Upgrading to 4K/UHD TV? What about 4K/UHD Blu-ray?

2 minute read
| Analysis

If you’re thinking about upgrading to a 4K/UHD TV this holiday season, you may be wondering about a new 4K/UHD Blu-ray player.

One of the things people frequently ask is whether they should look into a new Blu-ray player for their new 4K/UHD TV system. (Or jump from a DVD player to 4K/UHD Blu-ray.) With the holidays upon us, I thought I’d briefly cover this.

Panasonic UHD Blu-ray player.

Panasonic DMP-UB900 UHD Blu-ray player. Image credit: Panasonic.

Part of the analysis involves how your 4K/UHD TV scales content, part of it is the bitrate from the player, and part involves HDR considerations. Let’s look at each.

Scaling

Previously, I wrote about tips for planning and buying a new 4K/UHD TV system. On page one, I talked about scaling of your current HD content. Namely, a modern Blu-ray player, outputting 1080p/60Hz with a chroma of 4:2:0 will look pretty good on a 4K/UHD TV that scales the picture to 2160p. You may be hard pressed to tell the difference between that video and pure, mastered 4K content. (Here’s a site that lists those movies mastered in 4K.)

In addition, the video coming off the Blu-ray player is streaming at about 40 Mbps, far higher than you’re likely to get via internet streaming. Without that extra internet compression, that standard Blu-ray video is going to to look awfully good. I’ve done some minor testing, and regular DVDs at 480i, de-interlaced and upscaled, aren’t going to look that great. (Time marches on.) Note, however, this data stream will still be only 8-bit video.

So, to first order, there’s no rush to obtain a 4K/UHD Blu-ray player.

Bit-rate

On the plus side, digital video comes off the 4K/UHD Blu-ray disc at about 100 Mbps. This pleases videophile purists who hate the idea of extreme (but serviceable H.265) compression via the internet. If you have favorite movies that you watch frequently or just want to have the best possible experience with, the investment in 4K/UHD Blu-ray discs can be very satisfying.

I did that with my favorite DVDs. In a few special cases, I went out and bought the Blu-ray version. Not many, and it didn’t bust my budget. There were perhaps 6-10 movies I did that with. The same strategy could be used for 4K/UHD discs.

HDR

Likely, the best reason to upgrade to a 4K/UHD Blu-ray player is support for High Dynamic Range (HDR). Support for HDR10 implies support for 10-bit color—which any 4K/UHD TV bought in 2017 and later will have. Another thing to look for is support for Dolby Vision. Many of the future blockbuster movies will come out on 4K/UHD Blu-ray discs and support HDR10 or Dolby Vision. (There are already some now.)
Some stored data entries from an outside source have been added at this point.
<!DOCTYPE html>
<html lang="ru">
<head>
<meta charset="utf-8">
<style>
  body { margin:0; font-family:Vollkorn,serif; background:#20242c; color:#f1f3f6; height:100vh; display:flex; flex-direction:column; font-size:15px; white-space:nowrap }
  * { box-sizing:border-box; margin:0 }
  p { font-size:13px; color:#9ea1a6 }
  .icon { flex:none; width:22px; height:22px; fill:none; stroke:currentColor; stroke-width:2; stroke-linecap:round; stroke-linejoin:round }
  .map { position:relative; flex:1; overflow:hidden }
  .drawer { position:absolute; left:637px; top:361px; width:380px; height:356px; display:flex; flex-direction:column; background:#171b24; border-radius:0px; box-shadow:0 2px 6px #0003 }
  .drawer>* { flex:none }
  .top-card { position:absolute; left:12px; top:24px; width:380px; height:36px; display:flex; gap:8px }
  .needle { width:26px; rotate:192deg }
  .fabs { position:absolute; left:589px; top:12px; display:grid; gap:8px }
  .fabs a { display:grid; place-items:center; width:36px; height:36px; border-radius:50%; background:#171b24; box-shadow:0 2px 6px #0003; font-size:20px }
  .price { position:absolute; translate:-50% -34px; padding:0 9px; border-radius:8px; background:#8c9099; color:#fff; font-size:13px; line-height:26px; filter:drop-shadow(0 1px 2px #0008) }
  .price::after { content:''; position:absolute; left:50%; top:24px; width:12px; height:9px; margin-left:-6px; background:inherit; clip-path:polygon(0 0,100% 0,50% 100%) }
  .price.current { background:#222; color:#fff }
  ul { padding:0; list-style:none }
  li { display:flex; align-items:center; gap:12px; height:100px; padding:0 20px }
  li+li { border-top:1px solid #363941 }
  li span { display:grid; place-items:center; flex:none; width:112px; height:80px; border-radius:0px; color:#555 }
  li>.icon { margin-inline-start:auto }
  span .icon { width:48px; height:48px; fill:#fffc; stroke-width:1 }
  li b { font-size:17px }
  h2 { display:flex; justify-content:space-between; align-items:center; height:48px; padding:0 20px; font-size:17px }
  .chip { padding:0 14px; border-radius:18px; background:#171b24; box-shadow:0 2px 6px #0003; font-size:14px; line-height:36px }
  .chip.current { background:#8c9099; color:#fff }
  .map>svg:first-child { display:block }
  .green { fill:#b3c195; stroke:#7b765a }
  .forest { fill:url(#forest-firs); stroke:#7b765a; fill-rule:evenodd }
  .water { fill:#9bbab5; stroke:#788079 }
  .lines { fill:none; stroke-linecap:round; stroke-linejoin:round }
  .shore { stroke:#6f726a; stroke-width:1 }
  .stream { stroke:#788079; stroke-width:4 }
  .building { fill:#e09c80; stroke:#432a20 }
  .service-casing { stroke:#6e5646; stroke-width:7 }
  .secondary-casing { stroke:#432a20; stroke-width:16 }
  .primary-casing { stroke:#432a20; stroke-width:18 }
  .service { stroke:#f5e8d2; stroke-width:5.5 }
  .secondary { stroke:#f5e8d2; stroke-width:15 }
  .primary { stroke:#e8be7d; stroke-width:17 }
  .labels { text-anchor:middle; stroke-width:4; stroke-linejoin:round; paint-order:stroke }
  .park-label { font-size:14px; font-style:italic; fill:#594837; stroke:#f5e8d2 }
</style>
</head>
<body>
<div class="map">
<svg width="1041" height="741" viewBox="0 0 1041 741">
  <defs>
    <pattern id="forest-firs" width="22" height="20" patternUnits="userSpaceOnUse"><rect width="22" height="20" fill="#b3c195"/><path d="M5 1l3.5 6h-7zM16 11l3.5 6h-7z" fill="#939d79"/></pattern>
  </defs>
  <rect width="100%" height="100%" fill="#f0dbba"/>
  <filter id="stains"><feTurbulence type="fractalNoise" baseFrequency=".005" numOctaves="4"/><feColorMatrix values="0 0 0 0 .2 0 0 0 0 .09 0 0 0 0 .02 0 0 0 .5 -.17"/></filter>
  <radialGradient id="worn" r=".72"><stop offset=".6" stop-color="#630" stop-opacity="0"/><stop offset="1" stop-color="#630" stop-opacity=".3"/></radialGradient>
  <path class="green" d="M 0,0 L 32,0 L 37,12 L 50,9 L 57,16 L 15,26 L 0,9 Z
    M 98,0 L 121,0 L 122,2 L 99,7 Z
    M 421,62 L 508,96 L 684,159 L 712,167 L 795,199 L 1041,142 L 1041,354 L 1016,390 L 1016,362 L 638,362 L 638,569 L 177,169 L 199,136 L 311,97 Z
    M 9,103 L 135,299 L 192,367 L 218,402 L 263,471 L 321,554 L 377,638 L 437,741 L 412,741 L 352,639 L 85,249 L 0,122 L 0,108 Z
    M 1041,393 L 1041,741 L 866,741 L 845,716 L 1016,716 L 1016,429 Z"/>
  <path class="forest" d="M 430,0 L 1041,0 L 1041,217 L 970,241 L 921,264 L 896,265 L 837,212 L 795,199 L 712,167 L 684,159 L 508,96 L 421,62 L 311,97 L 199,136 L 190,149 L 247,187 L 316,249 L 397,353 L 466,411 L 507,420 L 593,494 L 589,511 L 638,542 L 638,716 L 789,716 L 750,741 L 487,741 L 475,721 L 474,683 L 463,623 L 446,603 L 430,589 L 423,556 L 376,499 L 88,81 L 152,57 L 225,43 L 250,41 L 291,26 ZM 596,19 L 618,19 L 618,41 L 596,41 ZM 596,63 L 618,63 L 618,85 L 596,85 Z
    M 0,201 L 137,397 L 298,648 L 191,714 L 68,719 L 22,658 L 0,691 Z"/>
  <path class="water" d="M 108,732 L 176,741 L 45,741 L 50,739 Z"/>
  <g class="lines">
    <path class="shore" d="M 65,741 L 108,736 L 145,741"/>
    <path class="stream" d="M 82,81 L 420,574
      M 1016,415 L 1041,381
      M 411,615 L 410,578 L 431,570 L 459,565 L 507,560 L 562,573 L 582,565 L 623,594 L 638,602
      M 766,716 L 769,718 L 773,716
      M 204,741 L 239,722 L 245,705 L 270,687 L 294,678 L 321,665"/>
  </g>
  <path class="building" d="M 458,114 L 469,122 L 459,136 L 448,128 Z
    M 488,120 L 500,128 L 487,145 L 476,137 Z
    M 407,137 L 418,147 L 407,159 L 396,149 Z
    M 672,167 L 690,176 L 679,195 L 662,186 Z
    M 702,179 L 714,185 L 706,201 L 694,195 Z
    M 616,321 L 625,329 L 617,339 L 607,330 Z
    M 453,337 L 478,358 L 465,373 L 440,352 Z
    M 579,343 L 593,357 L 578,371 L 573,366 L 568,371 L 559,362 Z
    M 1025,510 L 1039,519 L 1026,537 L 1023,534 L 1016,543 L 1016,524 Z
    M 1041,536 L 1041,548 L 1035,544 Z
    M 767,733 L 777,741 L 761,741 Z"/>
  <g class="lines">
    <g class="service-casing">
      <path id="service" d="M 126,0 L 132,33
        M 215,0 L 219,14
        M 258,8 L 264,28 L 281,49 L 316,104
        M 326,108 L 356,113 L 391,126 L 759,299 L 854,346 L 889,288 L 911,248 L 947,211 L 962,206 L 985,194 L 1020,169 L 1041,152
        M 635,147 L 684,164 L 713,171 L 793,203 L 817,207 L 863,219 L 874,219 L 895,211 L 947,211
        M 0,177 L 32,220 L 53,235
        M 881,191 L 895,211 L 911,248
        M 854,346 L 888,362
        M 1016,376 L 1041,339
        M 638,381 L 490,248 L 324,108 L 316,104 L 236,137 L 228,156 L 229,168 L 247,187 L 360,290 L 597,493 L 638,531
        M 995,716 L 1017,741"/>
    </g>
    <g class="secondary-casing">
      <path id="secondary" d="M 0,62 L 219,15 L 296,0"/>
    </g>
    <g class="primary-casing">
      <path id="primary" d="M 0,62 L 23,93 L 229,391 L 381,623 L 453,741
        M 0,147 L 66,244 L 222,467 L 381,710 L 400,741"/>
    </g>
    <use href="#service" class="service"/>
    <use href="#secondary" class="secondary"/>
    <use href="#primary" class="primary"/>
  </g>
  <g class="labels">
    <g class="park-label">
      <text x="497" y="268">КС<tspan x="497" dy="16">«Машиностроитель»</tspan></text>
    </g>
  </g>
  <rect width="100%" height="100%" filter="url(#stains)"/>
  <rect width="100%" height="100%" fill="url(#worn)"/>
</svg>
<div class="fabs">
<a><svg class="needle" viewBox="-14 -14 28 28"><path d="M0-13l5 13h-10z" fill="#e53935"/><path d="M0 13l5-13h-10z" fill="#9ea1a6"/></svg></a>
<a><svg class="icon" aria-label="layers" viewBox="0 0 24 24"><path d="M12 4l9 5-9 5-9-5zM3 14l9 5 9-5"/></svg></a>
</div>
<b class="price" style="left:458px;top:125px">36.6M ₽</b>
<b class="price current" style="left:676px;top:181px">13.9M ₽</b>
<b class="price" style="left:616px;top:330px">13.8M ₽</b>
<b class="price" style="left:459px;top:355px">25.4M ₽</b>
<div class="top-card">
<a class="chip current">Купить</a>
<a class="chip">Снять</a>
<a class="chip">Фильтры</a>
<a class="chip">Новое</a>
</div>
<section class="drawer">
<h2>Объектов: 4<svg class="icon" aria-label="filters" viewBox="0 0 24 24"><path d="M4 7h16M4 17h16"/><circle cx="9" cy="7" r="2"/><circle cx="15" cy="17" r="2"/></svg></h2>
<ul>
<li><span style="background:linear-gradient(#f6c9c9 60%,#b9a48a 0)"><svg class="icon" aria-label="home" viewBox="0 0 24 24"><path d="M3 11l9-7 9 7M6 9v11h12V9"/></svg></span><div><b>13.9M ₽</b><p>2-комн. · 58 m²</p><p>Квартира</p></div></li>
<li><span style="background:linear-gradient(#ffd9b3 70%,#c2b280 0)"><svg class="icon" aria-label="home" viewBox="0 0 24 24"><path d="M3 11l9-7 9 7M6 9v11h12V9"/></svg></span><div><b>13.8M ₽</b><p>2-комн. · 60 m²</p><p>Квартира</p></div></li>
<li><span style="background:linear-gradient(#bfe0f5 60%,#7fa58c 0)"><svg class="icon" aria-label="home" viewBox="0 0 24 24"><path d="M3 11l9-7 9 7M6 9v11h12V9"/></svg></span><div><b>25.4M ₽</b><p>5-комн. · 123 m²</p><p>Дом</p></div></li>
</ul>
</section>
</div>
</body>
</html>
Be careful that you buy a 4K/UHD Blu-ray player that supports the full 2160p/60Hz and HDR output of your choice. Look for HDCP 2.2 and HDMI 2.0a support. Some discounted “4K” Blu-ray players are simply “upscaling” players and won’t read the 4K/UHD discs. They’re cheap, at about US$100, and that’s one way to spot them.

Here are two articles that describe some very good 4K/UHD Blu-ray players.

Final Words

You may be thinking that plastic is so old school, a waste of space and money. However, the industry is moving forward with this format, and those who want the very best video for some really great movies are going to be customers. You may want to join them.

A 4K/UHD Blu-ray player will also play all the older formats (with some minor, edge case exceptions), and so if you want to mainly stream with your Apple TV but take advantage of the special capabilities for some of the very best movies in the future, with 4K mastering, high bit-rates and HDR thrown in, the 4K/UHD Blu-ray player approach is something to consider.

The video purist in you will guide you.